Le leader nationaliste turc dénonce une « propagande cachée » dans les rituels religieux lors de la visite du pape
Devlet Bahçeli, chef du Parti d’action nationaliste (MHP) et allié clé du président Recep Tayyip Erdoğan, a vivement critiqué des aspects de la visite du pape Léon XIV en Turquie, l’accusant de diffuser une « propagande cachée » à travers des cérémonies religieuses qui, selon lui, ont troublé une partie de la population turque.
Dans une interview accordée au quotidien pro-MHP Türkgün publiée jeudi, Bahçeli a déclaré que son parti ne s’opposait pas aux rencontres officielles du pape au niveau étatique, y compris ses entretiens avec Erdoğan à Ankara, mais a tracé une ligne rouge concernant ce qu’il a qualifié de « rituels religieux et historiques spectaculaires » accomplis par le pape en tant que chef spirituel de l’Église catholique.
Le pape s’est rendu en Turquie du 27 au 30 novembre pour son premier voyage à l’étranger, rencontrant le président Erdoğan à Ankara avant de se rendre à İznik, dans l’ouest de la Turquie, pour commémorer le 1700e anniversaire du concile de Nicée, puis de célébrer une messe pour 4000 personnes à Istanbul.

Ces événements, a-t-il soutenu, portaient une charge symbolique dépassant largement la simple commémoration.
Le pape et le patriarche œcuménique Bartholomée Ier ont marqué le 28 novembre le 1700e anniversaire du premier concile de Nicée par une cérémonie à İznik, historiquement connue sous le nom de Nicée, où des centaines d’évêques s’étaient réunis en 325 après J.-C. pour adopter le credo de Nicée.
Lors de l’événement, les dirigeants ont prié en plusieurs langues tandis qu’un chœur chantait des hymnes en anglais, français, grec, latin et turc, et que le pape appelait à l’unité chrétienne, un message repris par le patriarche.
Le pape avait également attiré une foule importante à Istanbul, où il a célébré une messe multilingue à la Volkswagen Arena le 29 novembre. Cette cérémonie très médiatisée a été marquée par des prières, des hymnes et des appels à « l’unité ».
Pour Bahçeli, ces gestes n’étaient pas anodins.

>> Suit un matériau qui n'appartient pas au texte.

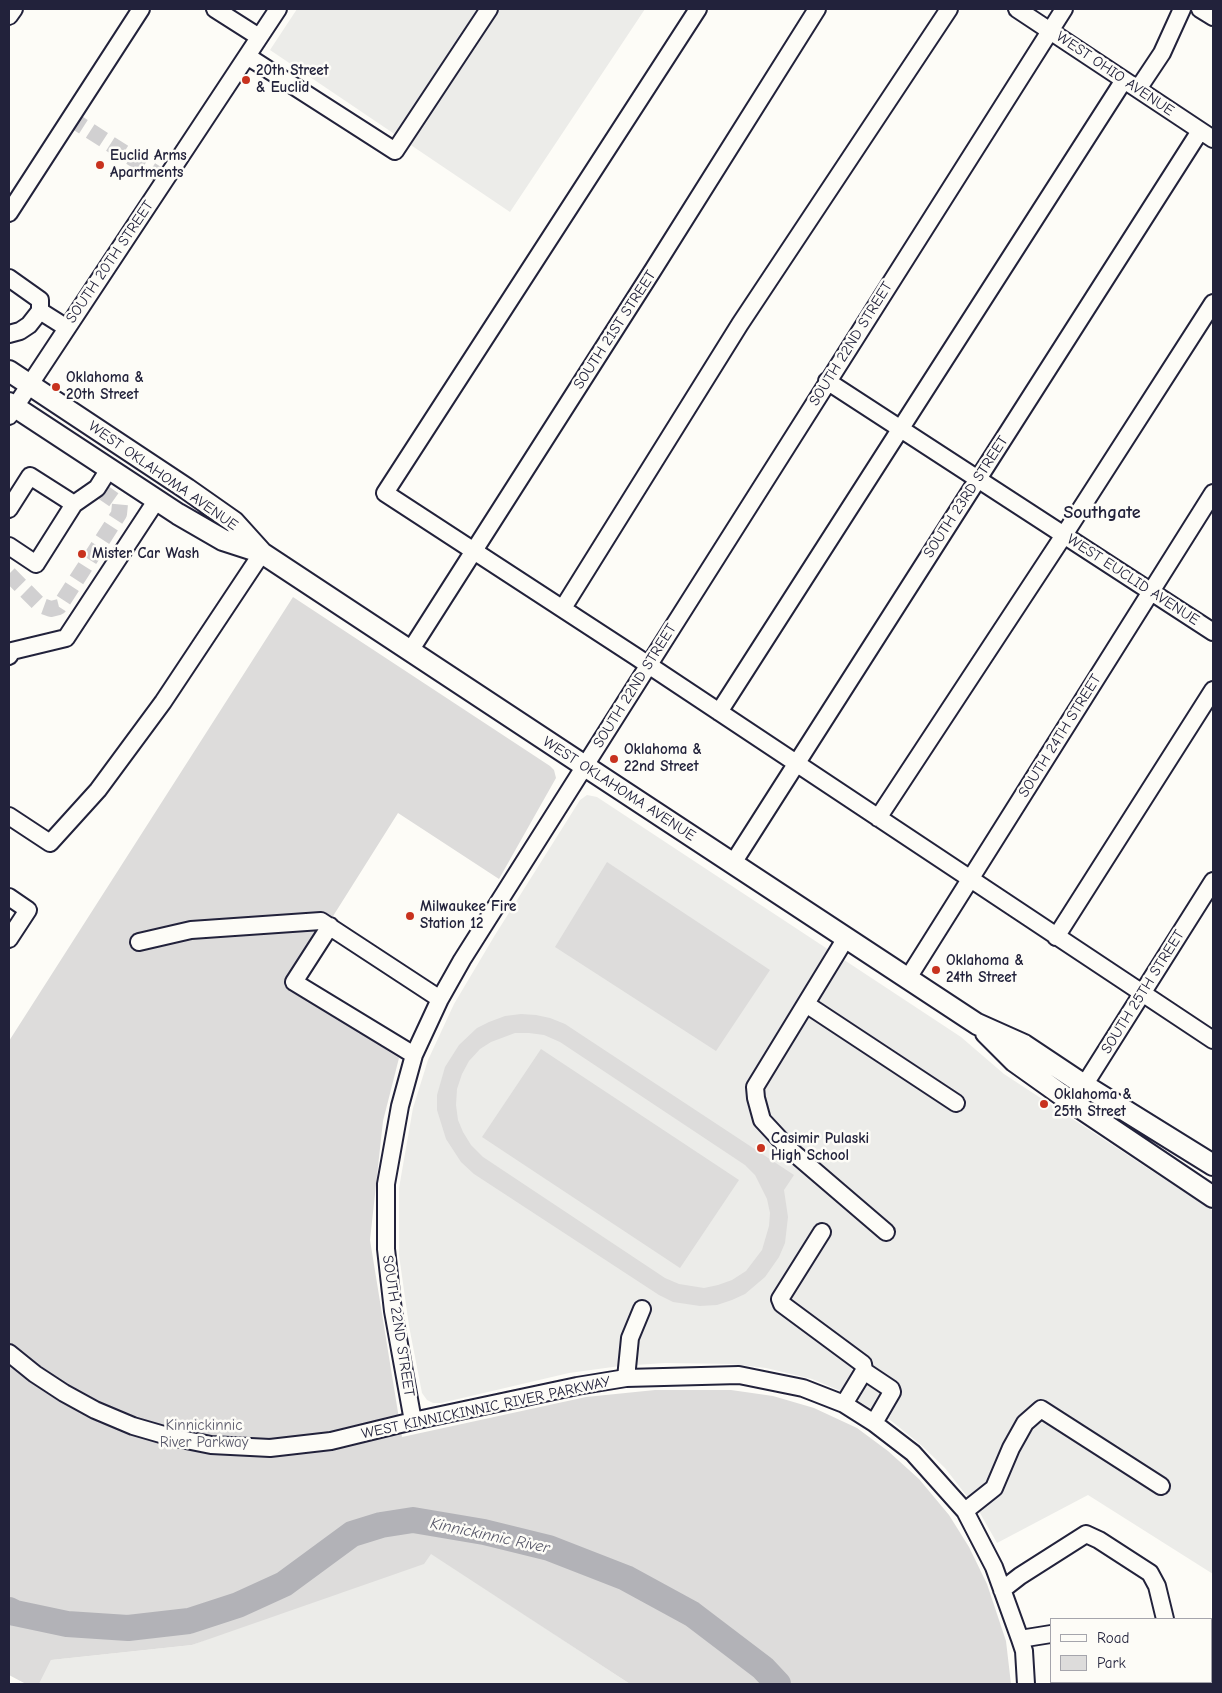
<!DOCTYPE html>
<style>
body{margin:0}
#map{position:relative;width:1222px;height:1693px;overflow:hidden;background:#fdfcf7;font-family:"Comic Neue",sans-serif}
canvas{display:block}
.frame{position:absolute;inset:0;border:10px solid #22223b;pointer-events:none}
.legend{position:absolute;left:1050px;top:1618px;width:162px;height:65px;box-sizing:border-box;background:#fdfcf7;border:1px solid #a5a5ac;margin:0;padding:6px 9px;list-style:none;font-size:15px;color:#22223b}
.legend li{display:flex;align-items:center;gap:10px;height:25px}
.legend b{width:25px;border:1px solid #a5a5ac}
</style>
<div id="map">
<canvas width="1222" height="1693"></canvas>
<div class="frame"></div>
<ul class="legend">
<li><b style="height:6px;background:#fdfcf7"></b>Road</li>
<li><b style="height:14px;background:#dddcdb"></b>Park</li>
</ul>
</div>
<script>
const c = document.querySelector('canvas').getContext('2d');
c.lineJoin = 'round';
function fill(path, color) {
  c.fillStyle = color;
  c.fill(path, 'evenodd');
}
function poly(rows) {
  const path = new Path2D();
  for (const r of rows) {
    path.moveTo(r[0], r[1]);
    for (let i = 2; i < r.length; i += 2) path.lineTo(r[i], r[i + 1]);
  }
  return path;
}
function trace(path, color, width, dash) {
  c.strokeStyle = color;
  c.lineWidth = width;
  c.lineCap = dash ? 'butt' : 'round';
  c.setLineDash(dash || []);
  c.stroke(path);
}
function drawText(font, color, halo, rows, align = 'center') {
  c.font = font + ' "Comic Neue",sans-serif';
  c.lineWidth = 5;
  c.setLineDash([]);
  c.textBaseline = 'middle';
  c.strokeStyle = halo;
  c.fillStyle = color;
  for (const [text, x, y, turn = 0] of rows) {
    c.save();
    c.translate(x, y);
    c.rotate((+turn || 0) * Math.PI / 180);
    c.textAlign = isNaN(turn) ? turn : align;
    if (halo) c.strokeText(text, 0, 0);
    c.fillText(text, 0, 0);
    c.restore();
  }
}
fill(poly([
 [297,9,645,9,510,212,270,50],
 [587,795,597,797,961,1037,1004,1074,1213,1211,1213,1574,1088,1495,997,1543,980,1513,945,1468,921,1445,889,1419,843,1392,812,1379,766,1368,731,1364,665,1363,620,1366,569,1373,441,1403,433,1403,427,1400,422,1393,409,1326,399,1255,399,1188,413,1108,428,1060,454,1004,495,935,580,800],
 [431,1553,630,1684,39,1684,51,1660,192,1645]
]), '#ecece9');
fill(poly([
 [293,597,550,766,554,770,556,778,499,879,398,813,289,986,399,1058,383,1121,370,1240,402,1437,586,1397,655,1390,731,1390,773,1396,814,1408,857,1428,888,1451,919,1479,949,1515,969,1547,987,1584,1006,1641,1011,1684,630,1684,431,1554,424,1564,192,1645,51,1660,39,1684,26,1684,9,1675,9,1041],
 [607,862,770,970,716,1051,555,947],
 [521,1014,536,1015,550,1018,565,1024,794,1175,784,1190,788,1217,785,1243,779,1257,765,1277,745,1294,732,1300,717,1305,700,1306,673,1302,659,1295,474,1174,461,1162,446,1139,437,1110,437,1095,445,1067,459,1045,477,1028,489,1022,505,1016],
 [515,1033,529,1033,544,1035,560,1042,745,1165,755,1175,767,1199,770,1213,769,1226,762,1250,746,1271,732,1280,718,1285,704,1288,679,1284,665,1278,483,1157,471,1145,463,1132,458,1120,456,1105,457,1089,462,1074,469,1061,480,1049,491,1042],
 [541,1049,739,1180,680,1268,482,1137]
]), '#dddcdb');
trace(poly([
 [9,1610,15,1613,67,1624,128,1628,189,1621,238,1605,284,1584,352,1534,381,1525,413,1520,484,1532,549,1548,626,1578,692,1614,763,1668,778,1684]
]), '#b2b2b7', 26);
trace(poly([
 [70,118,165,179],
 [9,574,40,605,51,609,59,607,119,514,120,504,97,488]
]), '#d1d0d1', 16, [16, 8]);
const minor = poly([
 [215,9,259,37],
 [698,9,385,493,635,656,1213,1040],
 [1017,9,1213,139],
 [1200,9,1213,17],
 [9,16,14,9],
 [247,56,395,151,489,9],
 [1138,89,1162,53,1182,9],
 [9,213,141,9],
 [9,278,40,300,40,311,29,325,20,331,9,334],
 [40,311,67,328],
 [827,381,1213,632],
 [9,416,278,9],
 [9,509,30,476,74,504,97,488,109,469],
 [9,546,36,564,74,504],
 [563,608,740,324,949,9],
 [410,651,653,270,817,9],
 [9,656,12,651,66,638,156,501],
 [719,712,1124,80],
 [9,816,50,843,98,790,163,702,262,553],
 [878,818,1064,535,1213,303],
 [733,863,1200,131],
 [9,897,28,910,9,939],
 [330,926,294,982,414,1055],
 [1056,937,1213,690],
 [846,938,755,1087,756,1098,762,1120,788,1148,886,1232],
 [139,942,191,930,321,921,440,999],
 [908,978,1213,493],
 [806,1004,956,1103],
 [1073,1103,1213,881],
 [822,1232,780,1299,782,1304,863,1364,864,1371,844,1404],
 [9,1353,35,1374,64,1393,95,1410,133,1426,171,1437,211,1445,270,1448,331,1441,413,1421,577,1386,626,1378,739,1375,803,1388,844,1404,874,1423,913,1453,965,1511,994,1567,1020,1639,1024,1651,1026,1684],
 [864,1371,891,1389,892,1392,874,1423],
 [626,1378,630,1338,642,1309],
 [413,1421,393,1311,386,1249,386,1184,400,1106,414,1055,440,999,462,960,1064,9],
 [965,1511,994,1488,1011,1448,1025,1423,1041,1409,1161,1486],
 [1002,1590,1020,1576,1086,1534,1099,1540,1150,1573,1157,1586,1165,1619],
 [1211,1630,1213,1632],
 [1020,1639,1051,1634]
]);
const major = poly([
 [9,371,187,489,234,522,262,553,600,776,977,1024,1024,1045,1084,1085,1213,1165],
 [9,403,178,514,223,540,260,552],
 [986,1033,1014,1061,1073,1103,1213,1197],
 [1211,1656,1213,1652],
 [1195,1684,1196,1682]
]);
trace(minor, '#22223b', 20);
trace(major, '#22223b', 24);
trace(minor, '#fdfcf7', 16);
trace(major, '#fdfcf7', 20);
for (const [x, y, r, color] of [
 [246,80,5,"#c8321e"],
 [100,165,5,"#c8321e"],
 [56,387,5,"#c8321e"],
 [82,554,5,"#c8321e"],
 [614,759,5,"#c8321e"],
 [410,916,5,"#c8321e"],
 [936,970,5,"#c8321e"],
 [1044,1104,5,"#c8321e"],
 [761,1148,5,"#c8321e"]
]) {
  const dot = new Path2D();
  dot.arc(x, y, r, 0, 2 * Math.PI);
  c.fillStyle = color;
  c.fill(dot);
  trace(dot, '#fdfcf7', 2);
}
drawText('bold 15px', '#22223b', '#fdfcf7', [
 ["20th Street",256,71],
 ["& Euclid",256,88],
 ["Euclid Arms",110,156],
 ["Apartments",110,173],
 ["Oklahoma &",66,378],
 ["20th Street",66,395],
 ["Mister Car Wash",92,554],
 ["Oklahoma &",624,750],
 ["22nd Street",624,767],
 ["Milwaukee Fire",420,907],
 ["Station 12",420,924],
 ["Oklahoma &",946,961],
 ["24th Street",946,978],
 ["Oklahoma &",1054,1095],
 ["25th Street",1054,1112],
 ["Casimir Pulaski",771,1139],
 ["High School",771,1156]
], 'left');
drawText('15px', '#22223b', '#fdfcf7', [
 ["WEST OHIO AVENUE",1115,74,34],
 ["SOUTH 20TH STREET",110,262,-56],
 ["SOUTH 21ST STREET",615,330,-57],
 ["SOUTH 22ND STREET",851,344,-58],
 ["WEST OKLAHOMA AVENUE",163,476,35],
 ["SOUTH 23RD STREET",966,497,-57],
 ["WEST EUCLID AVENUE",1133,580,33],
 ["SOUTH 22ND STREET",635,686,-58],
 ["SOUTH 24TH STREET",1060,736,-58],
 ["WEST OKLAHOMA AVENUE",619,789,33],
 ["SOUTH 25TH STREET",1143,992,-58],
 ["SOUTH 22ND STREET",398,1326,81],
 ["WEST KINNICKINNIC RIVER PARKWAY",486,1408,-12]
]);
drawText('15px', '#5a5a6b', '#fdfcf7', [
 ["Kinnickinnic",204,1426],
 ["River Parkway",204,1443]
]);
drawText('italic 16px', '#545466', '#fdfcf7', [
 ["Kinnickinnic River",490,1536,12]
]);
drawText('bold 18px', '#22223b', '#fdfcf7', [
 ["Southgate",1102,513]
]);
</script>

« Nous ne pouvons rester spectateurs face aux tentatives de ressusciter la mémoire d’un concile tenu il y a 1700 ans… ou de remplacer İznik par Nicée », a-t-il déclaré, affirmant que ces cérémonies équivalaient à une « propagande dissimulée » et à des efforts pour remodeler l’autorité religieuse sous couvert de commémoration.
Il a accusé le Vatican de promouvoir une « propagande cachée » et d’envoyer des « messages codés » à travers des cérémonies qui, selon lui, ont perturbé une partie de l’opinion publique turque.
« Il a déclaré qu’« il ne sert à rien de vendre des escargots dans un quartier musulman », utilisant un proverbe turc bien connu pour suggérer que ces rituels étaient déplacés et en contradiction avec les sensibilités musulmanes.
Critiques à l’encontre de l’ambassadeur américain pour ses propos sur le séminaire
Le leader nationaliste a également élargi ses critiques aux récentes déclarations de l’ambassadeur des États-Unis en Turquie, Tom Barrack, qui a publiquement suggéré 2026 comme date cible pour la réouverture du séminaire théologique de Halki sur l’île d’Heybeliada à Istanbul.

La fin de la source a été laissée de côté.